Jen Hatmaker Talks Faith, Family and the Church’s Battles

4 minute read
Ideas
Belinda Luscombe is an editor at large at TIME, where she has covered a wide swath of topics, but specializes in interviews, profiles, and essays. In 2010, she won the Council on Contemporary Families Media Award for her stories on the ways marriage is changing. She is also author of Marriageology: the Art and Science of Staying Together.

The Texas pastor, author, homemaker and social-media star talks about faith, family and the debates that are causing schisms among Christians.

In your new book, Of Mess and Moxie, you call yourself “low-grade Christian famous.” What does that look like?

It’s maybe a D-minus level, enough to get recognized in airports, but not enough to really have any true advantages. The Christian world is pretty small, especially for women in leadership.

As a woman of faith, do you think there’s a way forward in the anti-abortion vs. pro–abortion rights debate?

It’s one that my particular tribe of women is asking. Historically the Christian community has taken what is a very fraught decision and reduced it down to a sound bite. Right or wrong. But rather than simply just a pro-life stance, I’m seeing a much broader construct, which is pro–prenatal care, pro–affordable housing, pro–health care.

Why did so many evangelical Christians vote for President Trump, who didn’t seem to espouse traditional evangelical values?

The election exposed a divide in the Christian community in terms of what we hold dear and what garners votes. We are now facing an incredible uphill battle to see if we can reclaim any shared territory.

A lot of Christian leaders have been very excited by his actions so far. Are you?

I am incredibly concerned. I am concerned for my friends of color, for my friends who are immigrants. I’m deeply concerned about the language and the tone, that adversarial space is just being normalized. My son [who was adopted from Ethiopia] has peacefully and happily gone to school with his classmates now for almost six years. Shortly after the election he started hearing his first racial slurs in school.

Has your perspective changed now that you’re the parent of children from Africa?

Unquestionably. Going into our adoption, I would have said racism mostly was in the rearview mirror. It has been a crash course in lingering racism and implicit bias and the awful realities of white privilege. I’m probably not even the same human being as I was when I first brought them home.

Do you think LGBTQ issues will eventually divide the church?

I feel hopeful, to be honest. Had you asked this question even 10 years ago, I would have had a different answer. Now I see really smart people pulling chairs up to the table and thinking this through together. If we are following Christ literally, then nobody’s humanity is up for grabs. Nobody. That is a nonnegotiable. So I’m hopeful. And I hope to help lead that charge.

Were you surprised by the vitriol when you first expressed your opinion?

Yes and no. I knew that space was tender. It’s fragile, theologically. But if the end result was that I in some tiny, tiny, tiny way created a little safe space where really good people could join a conversation that matters, then I’m glad for it.
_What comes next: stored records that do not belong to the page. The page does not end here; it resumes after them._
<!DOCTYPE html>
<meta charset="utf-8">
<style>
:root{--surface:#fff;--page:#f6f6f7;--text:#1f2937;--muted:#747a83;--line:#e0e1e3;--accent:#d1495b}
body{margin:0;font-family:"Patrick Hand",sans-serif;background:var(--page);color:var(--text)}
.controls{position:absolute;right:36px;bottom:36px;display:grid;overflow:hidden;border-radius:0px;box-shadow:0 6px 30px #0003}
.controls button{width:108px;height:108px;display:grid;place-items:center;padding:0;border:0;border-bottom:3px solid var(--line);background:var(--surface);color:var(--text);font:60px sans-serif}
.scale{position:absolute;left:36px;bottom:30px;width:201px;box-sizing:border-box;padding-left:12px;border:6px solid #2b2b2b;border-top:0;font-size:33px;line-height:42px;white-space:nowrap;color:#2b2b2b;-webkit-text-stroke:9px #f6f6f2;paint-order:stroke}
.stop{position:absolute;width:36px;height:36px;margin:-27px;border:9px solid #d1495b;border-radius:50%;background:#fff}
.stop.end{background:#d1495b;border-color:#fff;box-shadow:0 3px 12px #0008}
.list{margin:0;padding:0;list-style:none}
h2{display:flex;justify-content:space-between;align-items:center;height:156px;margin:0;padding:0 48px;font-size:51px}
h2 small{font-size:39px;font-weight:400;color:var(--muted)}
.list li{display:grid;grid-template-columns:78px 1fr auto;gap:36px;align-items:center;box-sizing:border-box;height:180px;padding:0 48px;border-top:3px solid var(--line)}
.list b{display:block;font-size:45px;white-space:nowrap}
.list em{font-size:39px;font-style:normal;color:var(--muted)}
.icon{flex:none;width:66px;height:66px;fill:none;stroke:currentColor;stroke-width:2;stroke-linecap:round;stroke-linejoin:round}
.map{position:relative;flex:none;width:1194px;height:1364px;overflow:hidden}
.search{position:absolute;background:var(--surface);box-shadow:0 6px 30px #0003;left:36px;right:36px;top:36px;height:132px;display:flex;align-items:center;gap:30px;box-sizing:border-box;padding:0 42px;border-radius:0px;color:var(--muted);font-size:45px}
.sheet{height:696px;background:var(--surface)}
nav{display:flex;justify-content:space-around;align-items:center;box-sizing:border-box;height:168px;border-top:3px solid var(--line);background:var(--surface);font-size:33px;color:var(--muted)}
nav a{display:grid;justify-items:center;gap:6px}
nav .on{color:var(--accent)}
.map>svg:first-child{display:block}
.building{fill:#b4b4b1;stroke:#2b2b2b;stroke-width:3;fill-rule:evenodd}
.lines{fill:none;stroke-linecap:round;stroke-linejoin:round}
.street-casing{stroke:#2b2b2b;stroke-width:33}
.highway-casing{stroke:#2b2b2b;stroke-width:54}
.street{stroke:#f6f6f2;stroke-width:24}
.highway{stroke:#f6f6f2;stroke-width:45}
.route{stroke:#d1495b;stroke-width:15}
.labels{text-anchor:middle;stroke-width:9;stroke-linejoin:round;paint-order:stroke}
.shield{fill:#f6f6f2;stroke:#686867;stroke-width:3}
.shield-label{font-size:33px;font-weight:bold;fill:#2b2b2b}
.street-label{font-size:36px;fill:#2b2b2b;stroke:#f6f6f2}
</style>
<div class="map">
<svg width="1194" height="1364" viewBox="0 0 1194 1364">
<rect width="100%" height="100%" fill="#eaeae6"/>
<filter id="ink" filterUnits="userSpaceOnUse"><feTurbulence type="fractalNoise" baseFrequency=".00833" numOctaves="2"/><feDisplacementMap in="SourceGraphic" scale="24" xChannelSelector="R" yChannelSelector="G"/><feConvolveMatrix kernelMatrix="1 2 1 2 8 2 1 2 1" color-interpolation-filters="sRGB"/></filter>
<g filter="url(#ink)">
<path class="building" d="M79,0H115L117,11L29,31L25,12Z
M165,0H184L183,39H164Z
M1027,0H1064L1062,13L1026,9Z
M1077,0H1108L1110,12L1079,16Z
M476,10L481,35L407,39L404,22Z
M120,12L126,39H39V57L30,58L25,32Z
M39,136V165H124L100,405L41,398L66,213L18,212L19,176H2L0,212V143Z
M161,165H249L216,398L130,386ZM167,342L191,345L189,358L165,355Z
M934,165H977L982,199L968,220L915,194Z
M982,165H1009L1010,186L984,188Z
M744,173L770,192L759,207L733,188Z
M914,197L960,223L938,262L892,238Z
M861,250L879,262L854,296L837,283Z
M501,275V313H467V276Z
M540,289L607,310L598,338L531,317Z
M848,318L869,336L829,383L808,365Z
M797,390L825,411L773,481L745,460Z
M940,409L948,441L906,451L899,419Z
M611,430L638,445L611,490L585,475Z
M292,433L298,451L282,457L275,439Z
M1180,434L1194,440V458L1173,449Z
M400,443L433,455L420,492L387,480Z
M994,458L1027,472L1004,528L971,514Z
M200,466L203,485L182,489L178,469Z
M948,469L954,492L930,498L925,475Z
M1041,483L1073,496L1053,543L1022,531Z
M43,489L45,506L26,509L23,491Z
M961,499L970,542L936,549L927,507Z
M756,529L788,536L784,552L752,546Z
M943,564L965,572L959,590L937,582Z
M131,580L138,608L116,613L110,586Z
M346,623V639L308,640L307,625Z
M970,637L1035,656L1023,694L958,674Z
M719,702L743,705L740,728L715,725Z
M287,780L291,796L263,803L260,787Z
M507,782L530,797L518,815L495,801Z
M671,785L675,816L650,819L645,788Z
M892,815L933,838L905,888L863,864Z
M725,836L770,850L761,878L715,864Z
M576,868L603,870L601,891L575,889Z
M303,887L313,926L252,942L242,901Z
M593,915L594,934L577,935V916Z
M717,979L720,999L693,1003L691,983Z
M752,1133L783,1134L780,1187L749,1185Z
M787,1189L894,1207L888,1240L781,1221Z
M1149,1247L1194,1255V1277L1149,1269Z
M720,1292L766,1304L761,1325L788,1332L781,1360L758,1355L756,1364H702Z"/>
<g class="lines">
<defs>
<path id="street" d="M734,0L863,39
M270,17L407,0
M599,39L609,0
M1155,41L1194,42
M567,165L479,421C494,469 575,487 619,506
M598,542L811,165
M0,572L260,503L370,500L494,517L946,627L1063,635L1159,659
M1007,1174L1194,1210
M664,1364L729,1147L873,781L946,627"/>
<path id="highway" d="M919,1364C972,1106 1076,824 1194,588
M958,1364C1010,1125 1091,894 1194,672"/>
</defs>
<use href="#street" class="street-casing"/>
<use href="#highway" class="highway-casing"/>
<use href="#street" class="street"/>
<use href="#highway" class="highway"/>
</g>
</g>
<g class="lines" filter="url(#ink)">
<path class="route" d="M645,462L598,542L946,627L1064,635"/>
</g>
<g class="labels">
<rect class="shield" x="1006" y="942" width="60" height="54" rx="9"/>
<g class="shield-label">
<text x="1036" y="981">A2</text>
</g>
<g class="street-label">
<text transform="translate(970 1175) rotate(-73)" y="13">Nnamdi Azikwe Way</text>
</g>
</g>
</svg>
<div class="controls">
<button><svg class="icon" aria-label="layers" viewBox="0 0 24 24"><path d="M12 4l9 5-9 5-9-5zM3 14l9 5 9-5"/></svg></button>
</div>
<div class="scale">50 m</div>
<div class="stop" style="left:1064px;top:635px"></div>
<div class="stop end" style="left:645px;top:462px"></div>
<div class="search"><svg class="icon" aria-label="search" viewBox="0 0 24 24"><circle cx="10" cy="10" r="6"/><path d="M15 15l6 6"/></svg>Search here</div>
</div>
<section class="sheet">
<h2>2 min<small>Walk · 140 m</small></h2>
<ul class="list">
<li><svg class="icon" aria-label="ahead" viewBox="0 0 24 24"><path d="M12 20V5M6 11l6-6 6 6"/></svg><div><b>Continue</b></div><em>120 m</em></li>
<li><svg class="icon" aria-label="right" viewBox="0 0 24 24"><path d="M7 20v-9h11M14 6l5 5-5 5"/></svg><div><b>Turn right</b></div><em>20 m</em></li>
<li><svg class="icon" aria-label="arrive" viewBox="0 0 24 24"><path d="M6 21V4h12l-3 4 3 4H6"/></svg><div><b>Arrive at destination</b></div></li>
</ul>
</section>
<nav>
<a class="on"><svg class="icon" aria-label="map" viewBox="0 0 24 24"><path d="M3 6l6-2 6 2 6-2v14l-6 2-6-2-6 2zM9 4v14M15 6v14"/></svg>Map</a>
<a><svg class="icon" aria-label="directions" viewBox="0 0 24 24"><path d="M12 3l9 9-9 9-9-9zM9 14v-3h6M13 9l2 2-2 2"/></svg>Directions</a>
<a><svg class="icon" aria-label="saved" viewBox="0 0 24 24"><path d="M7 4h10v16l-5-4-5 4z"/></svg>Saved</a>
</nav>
It nicely parlays into what my dream is for my little moment on this earth, which is to set a really wide table.

What are the conversations happening in your church community, and your dinner table, about Charlottesville?

Our family and church community watched the brutal display of humanity in Charlottesville. I was horrified. I was humiliated. I was furious. But I was not surprised. Our friends of color have been sounding the alarm for centuries, but we’ve been conditioned to rationalize the circumstances — “This wasn’t about white supremacy; it was about removing history!”; distance ourselves from complicity; and minimize the pain of our neighbors. The truth is obvious to anyone humble enough to admit it: white supremacy is a scourge upon the American landscape, and the only adequate response is confession, repentance and an unwillingness to normalize the language, icons, symbols and inequitable systems that celebrate the White Story over the Real Story. In our family and church we spent the weekend lamenting, and we will continue to spend our days listening to our friends — and children — of color, believing them, and fighting for them.

You’ve called yourself the worst-ever end-of-school mom. After five kids are you better at back to school?

It’s a nightmare. I think it cost me around $3 million a year to get them all back into school. When I was growing up, my mom gave me a notebook and a pencil.

What is your parenting philosophy in one sentence?

Take your time. No pressure. Lighten up — it’s probably going to be O.K.